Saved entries
== Segment start ==

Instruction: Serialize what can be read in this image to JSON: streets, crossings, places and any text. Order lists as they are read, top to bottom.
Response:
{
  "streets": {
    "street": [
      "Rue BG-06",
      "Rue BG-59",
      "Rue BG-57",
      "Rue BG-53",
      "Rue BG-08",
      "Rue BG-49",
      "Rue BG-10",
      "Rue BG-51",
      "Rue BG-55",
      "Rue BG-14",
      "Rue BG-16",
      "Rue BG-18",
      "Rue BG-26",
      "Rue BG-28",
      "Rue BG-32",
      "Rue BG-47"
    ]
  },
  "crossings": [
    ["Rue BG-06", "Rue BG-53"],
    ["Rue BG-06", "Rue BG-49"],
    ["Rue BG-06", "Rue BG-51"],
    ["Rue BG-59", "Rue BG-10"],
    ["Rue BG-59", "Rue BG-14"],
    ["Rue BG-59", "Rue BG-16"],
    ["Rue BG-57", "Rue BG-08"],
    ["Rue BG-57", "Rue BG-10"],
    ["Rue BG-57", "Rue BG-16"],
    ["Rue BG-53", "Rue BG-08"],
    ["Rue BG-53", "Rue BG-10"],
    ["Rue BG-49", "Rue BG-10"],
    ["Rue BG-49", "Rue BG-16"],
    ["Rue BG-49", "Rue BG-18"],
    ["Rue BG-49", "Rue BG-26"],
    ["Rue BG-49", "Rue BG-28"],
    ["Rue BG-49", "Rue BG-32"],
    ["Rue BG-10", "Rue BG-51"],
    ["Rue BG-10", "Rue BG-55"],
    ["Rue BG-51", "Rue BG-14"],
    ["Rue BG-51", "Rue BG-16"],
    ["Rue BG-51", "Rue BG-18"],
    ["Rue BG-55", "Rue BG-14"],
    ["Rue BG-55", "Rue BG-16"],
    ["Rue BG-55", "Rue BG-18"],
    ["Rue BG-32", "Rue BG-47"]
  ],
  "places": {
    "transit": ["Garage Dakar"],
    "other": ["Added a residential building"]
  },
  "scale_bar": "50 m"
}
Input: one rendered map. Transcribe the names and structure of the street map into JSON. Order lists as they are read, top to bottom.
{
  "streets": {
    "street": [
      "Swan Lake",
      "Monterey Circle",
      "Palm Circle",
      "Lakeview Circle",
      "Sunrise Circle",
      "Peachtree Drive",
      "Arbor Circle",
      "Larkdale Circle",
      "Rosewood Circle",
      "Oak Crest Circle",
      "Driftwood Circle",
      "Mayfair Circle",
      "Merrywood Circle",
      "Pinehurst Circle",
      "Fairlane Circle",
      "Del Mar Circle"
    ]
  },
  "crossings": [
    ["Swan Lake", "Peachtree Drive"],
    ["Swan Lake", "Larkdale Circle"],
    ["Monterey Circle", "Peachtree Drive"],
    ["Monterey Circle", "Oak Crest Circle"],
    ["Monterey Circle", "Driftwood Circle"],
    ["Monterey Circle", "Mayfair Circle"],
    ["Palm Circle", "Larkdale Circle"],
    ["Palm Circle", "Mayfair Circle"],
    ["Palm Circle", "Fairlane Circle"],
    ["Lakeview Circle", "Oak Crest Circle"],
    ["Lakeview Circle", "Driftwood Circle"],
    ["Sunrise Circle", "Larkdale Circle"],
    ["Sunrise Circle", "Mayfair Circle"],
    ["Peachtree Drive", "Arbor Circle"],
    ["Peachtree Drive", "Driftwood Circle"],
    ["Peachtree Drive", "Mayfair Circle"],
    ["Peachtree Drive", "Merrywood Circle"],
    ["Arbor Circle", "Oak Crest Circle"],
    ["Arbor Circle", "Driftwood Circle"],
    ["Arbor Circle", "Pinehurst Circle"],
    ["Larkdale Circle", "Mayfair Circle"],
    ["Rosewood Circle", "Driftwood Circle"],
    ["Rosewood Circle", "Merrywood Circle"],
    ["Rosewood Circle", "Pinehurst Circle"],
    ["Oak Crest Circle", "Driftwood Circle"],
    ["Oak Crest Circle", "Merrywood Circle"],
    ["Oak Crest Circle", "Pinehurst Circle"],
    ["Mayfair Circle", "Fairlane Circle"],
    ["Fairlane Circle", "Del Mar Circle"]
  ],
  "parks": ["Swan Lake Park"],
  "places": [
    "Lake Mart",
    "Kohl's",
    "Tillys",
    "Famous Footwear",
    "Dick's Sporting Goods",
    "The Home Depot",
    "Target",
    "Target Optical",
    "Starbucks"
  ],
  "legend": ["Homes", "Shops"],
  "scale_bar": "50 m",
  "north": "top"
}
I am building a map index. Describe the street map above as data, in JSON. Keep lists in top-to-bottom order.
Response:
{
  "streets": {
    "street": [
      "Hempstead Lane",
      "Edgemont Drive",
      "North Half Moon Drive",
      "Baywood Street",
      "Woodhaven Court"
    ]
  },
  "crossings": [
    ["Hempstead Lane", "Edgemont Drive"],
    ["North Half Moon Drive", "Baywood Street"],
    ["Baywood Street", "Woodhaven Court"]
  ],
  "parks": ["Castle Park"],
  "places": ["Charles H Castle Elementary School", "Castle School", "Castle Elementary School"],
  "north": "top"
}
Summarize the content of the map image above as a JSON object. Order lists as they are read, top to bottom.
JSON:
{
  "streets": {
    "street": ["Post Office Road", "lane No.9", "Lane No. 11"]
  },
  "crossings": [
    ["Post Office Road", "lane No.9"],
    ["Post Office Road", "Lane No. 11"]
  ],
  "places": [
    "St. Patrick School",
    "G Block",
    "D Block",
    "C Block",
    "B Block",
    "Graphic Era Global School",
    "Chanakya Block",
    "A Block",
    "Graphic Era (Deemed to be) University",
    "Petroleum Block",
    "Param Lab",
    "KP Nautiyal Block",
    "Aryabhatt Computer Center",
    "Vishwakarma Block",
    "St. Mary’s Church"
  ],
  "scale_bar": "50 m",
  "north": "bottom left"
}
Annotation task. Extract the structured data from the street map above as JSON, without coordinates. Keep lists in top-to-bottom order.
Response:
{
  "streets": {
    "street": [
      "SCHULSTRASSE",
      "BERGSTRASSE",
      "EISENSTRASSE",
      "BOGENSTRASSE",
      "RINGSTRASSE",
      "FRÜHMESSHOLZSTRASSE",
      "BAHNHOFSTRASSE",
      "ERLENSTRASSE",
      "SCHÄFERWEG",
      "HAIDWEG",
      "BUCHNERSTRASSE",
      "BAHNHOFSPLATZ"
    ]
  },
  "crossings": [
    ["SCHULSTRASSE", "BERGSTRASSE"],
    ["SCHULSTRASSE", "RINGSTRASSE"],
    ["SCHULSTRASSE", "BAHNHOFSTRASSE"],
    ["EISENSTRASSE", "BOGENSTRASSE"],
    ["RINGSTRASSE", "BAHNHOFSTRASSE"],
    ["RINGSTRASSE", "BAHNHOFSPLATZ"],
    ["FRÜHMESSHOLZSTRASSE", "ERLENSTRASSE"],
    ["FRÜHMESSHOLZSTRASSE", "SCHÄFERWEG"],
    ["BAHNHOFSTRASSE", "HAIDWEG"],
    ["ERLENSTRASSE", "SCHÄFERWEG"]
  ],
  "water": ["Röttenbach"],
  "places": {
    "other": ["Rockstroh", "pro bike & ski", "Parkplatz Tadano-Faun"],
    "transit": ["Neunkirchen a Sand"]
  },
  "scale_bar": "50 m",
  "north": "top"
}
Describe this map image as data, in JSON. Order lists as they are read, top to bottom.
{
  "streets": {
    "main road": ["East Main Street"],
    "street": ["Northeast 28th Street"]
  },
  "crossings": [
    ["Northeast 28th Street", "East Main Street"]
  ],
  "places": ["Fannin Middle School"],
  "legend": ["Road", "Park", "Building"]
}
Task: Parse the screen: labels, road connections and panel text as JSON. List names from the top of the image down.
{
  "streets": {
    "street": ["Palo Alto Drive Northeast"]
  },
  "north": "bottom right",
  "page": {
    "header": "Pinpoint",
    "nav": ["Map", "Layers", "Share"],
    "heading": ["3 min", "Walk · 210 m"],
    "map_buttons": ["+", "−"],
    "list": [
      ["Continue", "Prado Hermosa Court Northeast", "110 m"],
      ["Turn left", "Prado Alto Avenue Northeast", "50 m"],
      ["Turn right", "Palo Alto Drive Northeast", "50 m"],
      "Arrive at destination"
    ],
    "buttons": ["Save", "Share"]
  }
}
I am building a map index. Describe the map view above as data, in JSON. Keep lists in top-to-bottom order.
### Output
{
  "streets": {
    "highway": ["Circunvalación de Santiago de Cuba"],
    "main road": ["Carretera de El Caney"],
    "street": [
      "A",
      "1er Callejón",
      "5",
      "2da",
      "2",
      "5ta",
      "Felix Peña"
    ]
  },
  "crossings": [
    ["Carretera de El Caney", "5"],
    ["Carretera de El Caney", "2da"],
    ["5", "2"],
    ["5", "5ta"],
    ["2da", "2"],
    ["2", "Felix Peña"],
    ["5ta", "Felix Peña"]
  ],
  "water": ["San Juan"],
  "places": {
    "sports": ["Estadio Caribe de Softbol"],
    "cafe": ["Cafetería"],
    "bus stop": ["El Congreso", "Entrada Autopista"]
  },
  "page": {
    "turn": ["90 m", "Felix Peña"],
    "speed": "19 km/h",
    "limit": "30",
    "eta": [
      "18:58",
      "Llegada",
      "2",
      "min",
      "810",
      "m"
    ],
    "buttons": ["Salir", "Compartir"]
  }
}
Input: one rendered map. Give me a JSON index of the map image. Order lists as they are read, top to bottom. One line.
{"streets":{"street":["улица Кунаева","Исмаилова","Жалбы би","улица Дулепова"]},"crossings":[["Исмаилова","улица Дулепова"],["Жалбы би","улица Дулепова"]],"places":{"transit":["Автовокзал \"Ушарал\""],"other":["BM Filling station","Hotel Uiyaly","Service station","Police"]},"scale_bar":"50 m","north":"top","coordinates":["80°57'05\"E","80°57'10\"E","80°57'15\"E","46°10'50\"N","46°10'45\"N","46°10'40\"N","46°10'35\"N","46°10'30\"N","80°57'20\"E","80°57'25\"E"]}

== Segment end ==

* [WORK REQUIRED]: Reproduce each line of the records in which the string "Arbor" appears.

* [OUTPUT]:
      "Arbor Circle",
    ["Peachtree Drive", "Arbor Circle"],
    ["Arbor Circle", "Oak Crest Circle"],
    ["Arbor Circle", "Driftwood Circle"],
    ["Arbor Circle", "Pinehurst Circle"],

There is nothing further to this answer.